Floress et al. conducted direct classroom observations to record teachers' use of praise across general education, at-risk, and special education settings[32]. They used customized praise recording forms to capture the key dimensions of praise delivery. Each form allowed observers to tally instances of behavior-specific praise and general praise across individual, small-group, and large-group delivery methods. This approach allowed fine-grained quantification of the praise type and recipient. The praise recording form developed by Floress et al. demonstrated the utility of customized protocols for the direct observation of teacher practices based on target constructs. The ability to reliably distinguish praise types and recipient groups illustrates the value of aligning observation tools with research questions when gathering classroom observational data [32].

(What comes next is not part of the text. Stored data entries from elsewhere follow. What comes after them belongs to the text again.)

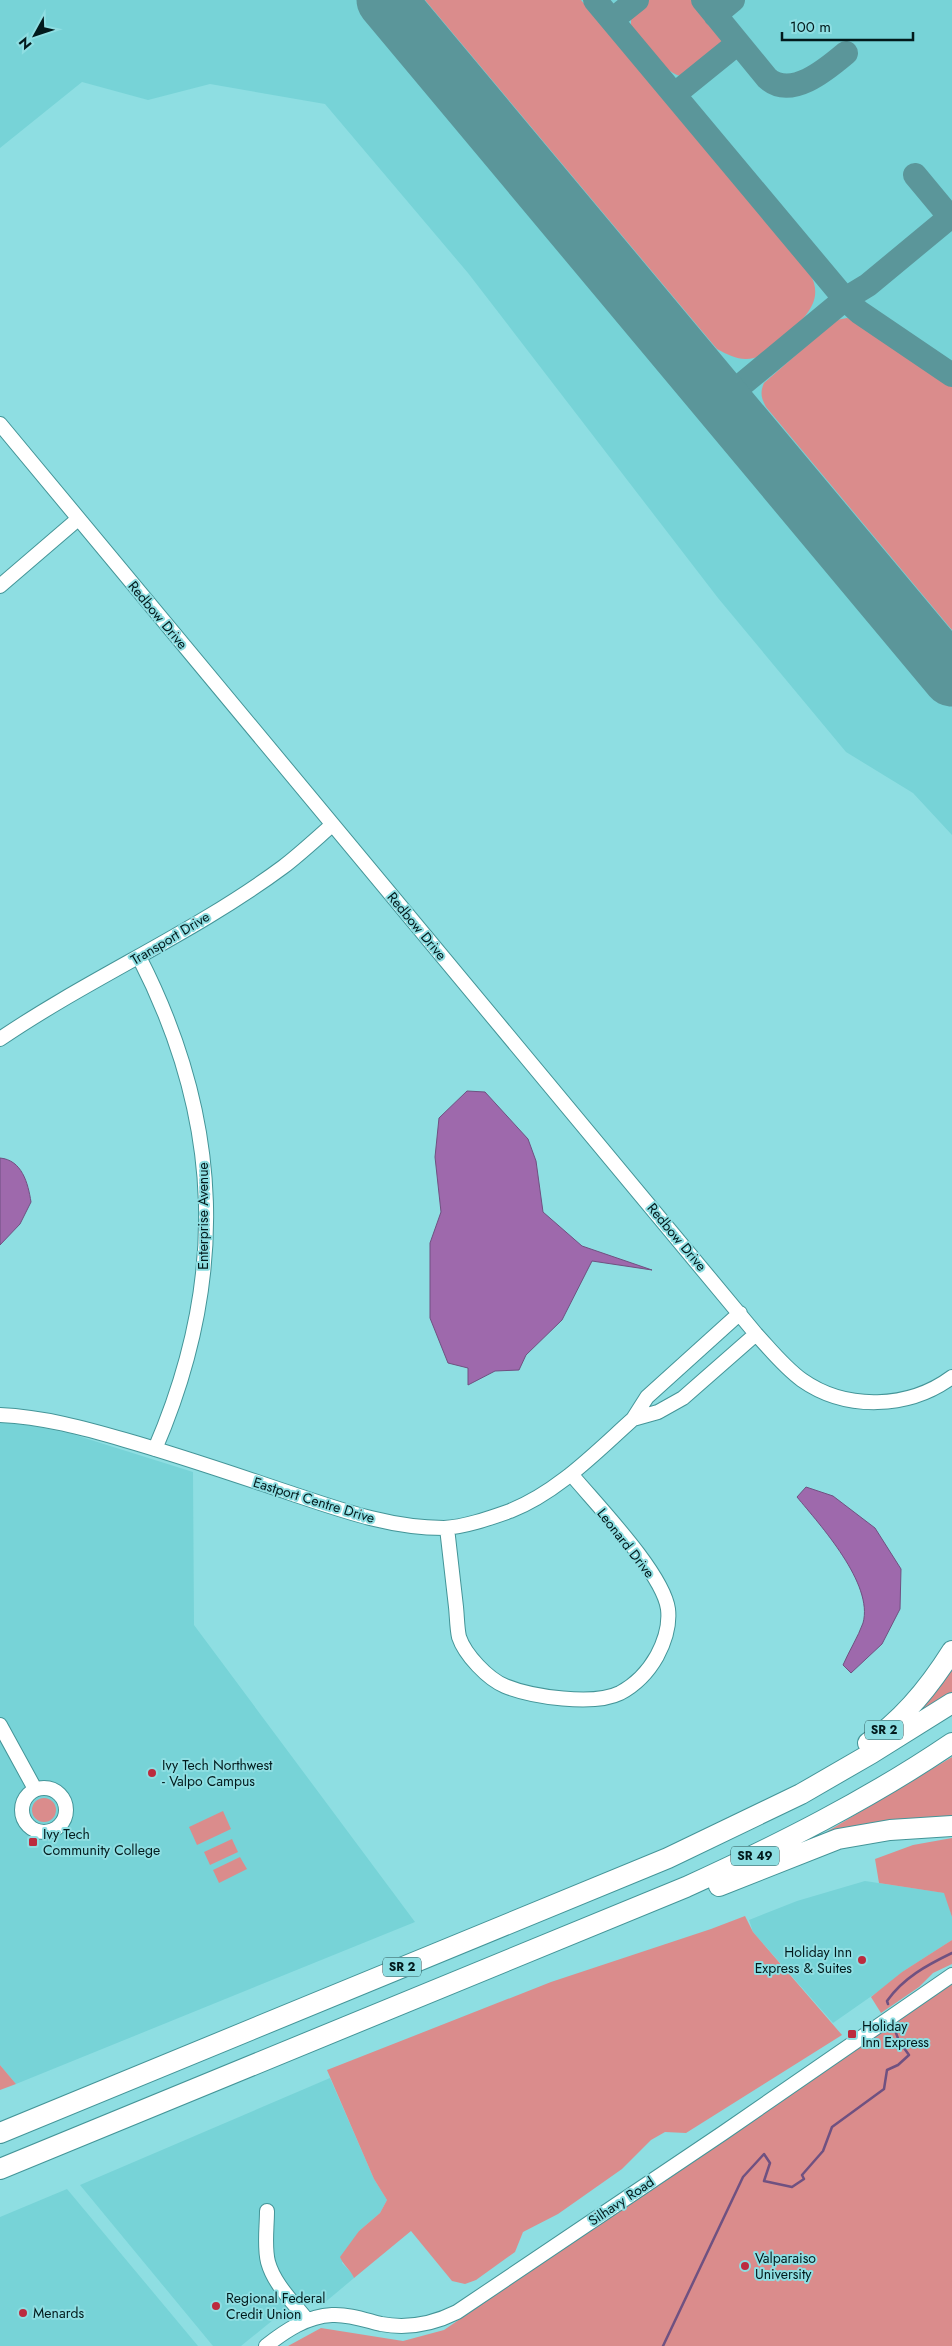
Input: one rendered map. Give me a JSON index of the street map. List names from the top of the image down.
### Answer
{
  "streets": {
    "highway": ["SR 2", "SR 49"],
    "street": [
      "Redbow Drive",
      "Transport Drive",
      "Enterprise Avenue",
      "Eastport Centre Drive",
      "Leonard Drive",
      "Silhavy Road"
    ]
  },
  "crossings": [
    ["Redbow Drive", "Transport Drive"],
    ["Redbow Drive", "Eastport Centre Drive"],
    ["Transport Drive", "Enterprise Avenue"],
    ["Enterprise Avenue", "Eastport Centre Drive"],
    ["Eastport Centre Drive", "Leonard Drive"],
    ["SR 2", "SR 49"]
  ],
  "places": {
    "other": [
      "Ivy Tech Northwest - Valpo Campus",
      "Holiday Inn Express & Suites",
      "Valparaiso University",
      "Regional Federal Credit Union",
      "Menards"
    ],
    "transit": ["Ivy Tech Community College", "Holiday Inn Express"]
  },
  "scale_bar": "100 m",
  "north": "bottom left"
}
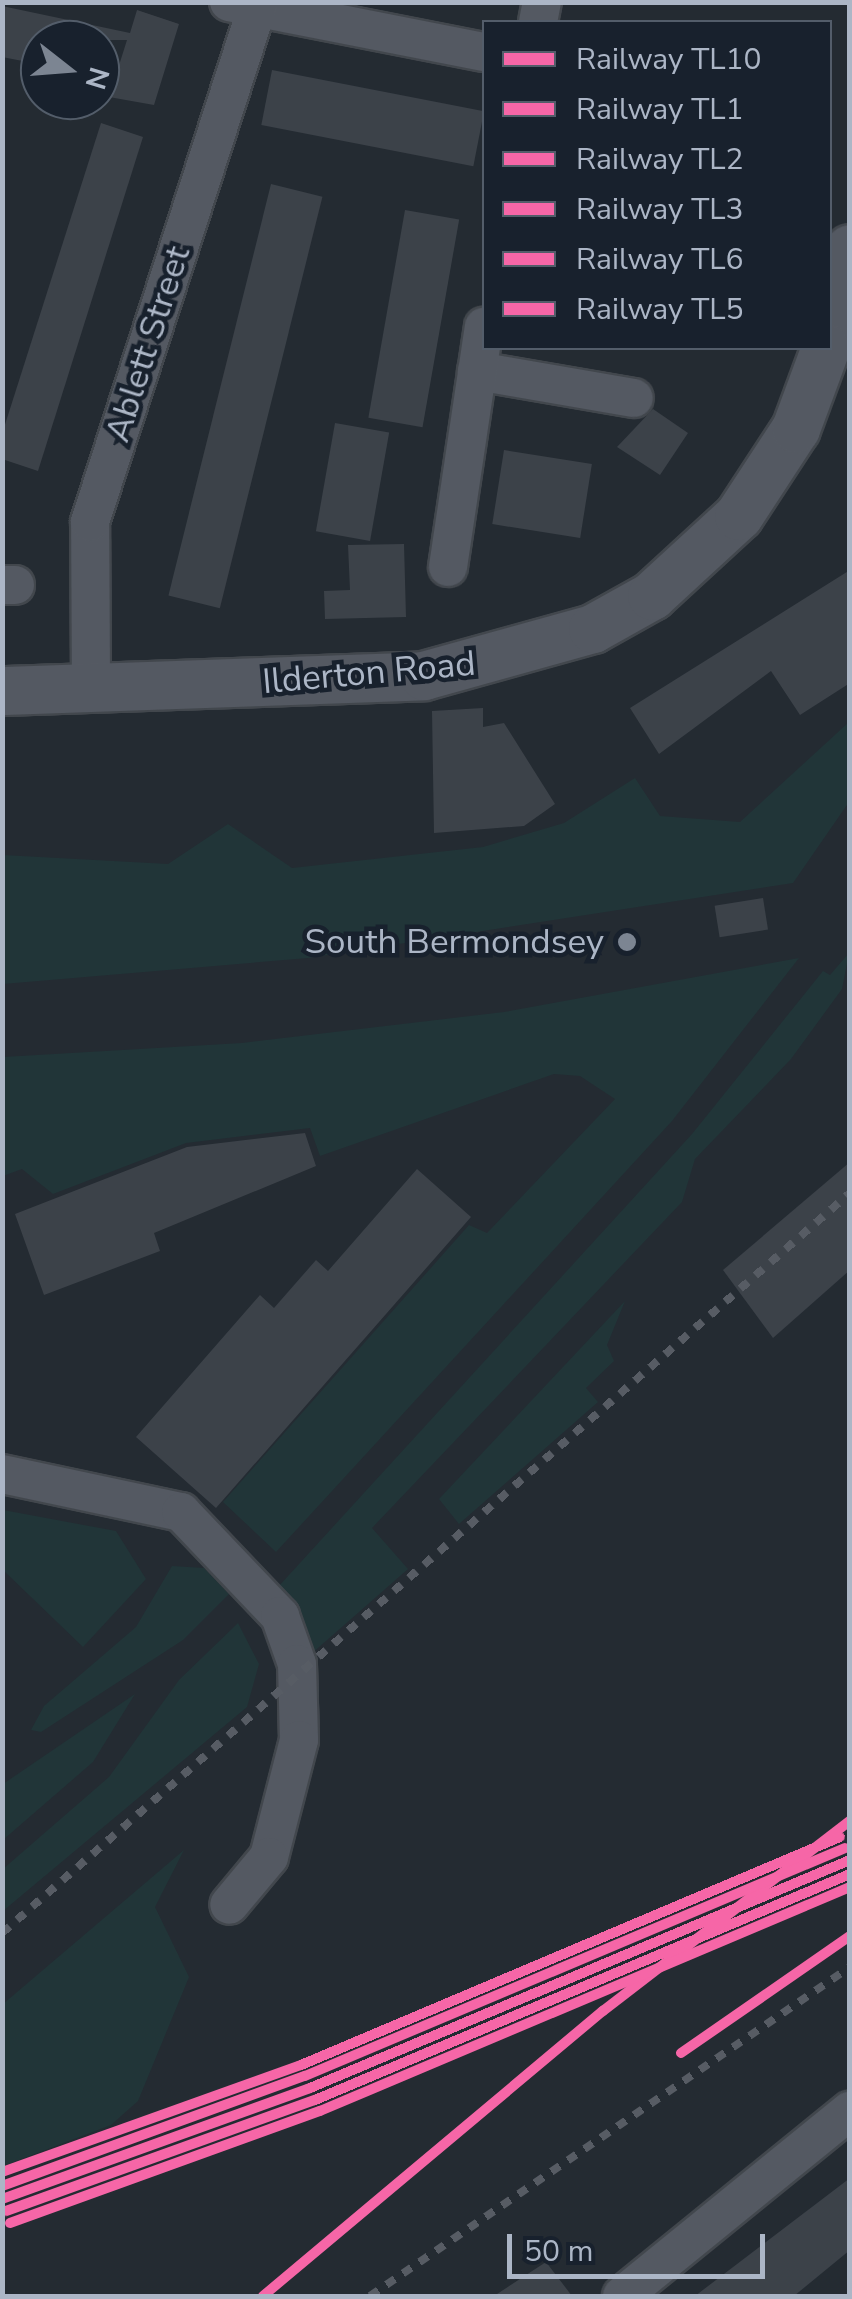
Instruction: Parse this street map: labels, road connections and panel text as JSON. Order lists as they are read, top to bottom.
{
  "streets": {
    "street": ["Ablett Street", "Ilderton Road"]
  },
  "crossings": [
    ["Ablett Street", "Ilderton Road"]
  ],
  "places": ["South Bermondsey"],
  "lines": [
    "rail line TL10",
    "rail line TL5",
    "rail line TL3",
    "rail line TL1",
    "rail line TL2",
    "rail line TL6"
  ],
  "legend": [
    "Railway TL10",
    "Railway TL1",
    "Railway TL2",
    "Railway TL3",
    "Railway TL6",
    "Railway TL5"
  ],
  "scale_bar": "50 m",
  "north": "right"
}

Several studies have utilized time sampling procedures to conduct naturalistic observations of student behavior in school settings. Goble et al. used a validated 10-s observation protocol to quantify social interactions indoors and outdoors multiple times per week [35]. Gower et al. also employed time sampling to record aggression during free play periods longer than 8 weeks, with intercoder reliability checks. Hanish et al. adapted an interactive coding system for 10-s interval observations of behaviors and peer reactions across play sessions [38]. Harvey et al. gathered video recordings of classroom transitions once weekly and coded the target behaviors [39]. These approaches collect observational data in authentic contexts, capitalizing on the benefits of time sampling to capture behavioral snippets that can be aggregated to provide robust metrics. Goble et al. demonstrated how even 10-s snapshots layered over time can reliably indicate social engagement [35]. Recording frequencies of aggression using similar brief intervals illustrate how time sampling lends itself to quantifying discrete behaviors. Video recording transitions were used in accordance with Harvey et al., who used targeted footage to evaluate the behavior of interest [39]. Harvey, Dunlap, and McKay video-recorded targeted sessions, such as transitions between activities, to sample student challenges while minimizing disruption[39]. Coding videos offline also reduced the need for live observers. The ability to define observation duration and settings based on the behaviors of interest, as shown in Harvey et al.'s study, highlights the flexibility of direct observation. Overall, these investigations exemplify a range of techniques for gathering observational data through purposeful time sampling, adaptation of established tools, video recording, and coding choices tailored to research questions. Combined with inter-observer reliability checks, such customized applications can expand the potential of direct observation in educational research.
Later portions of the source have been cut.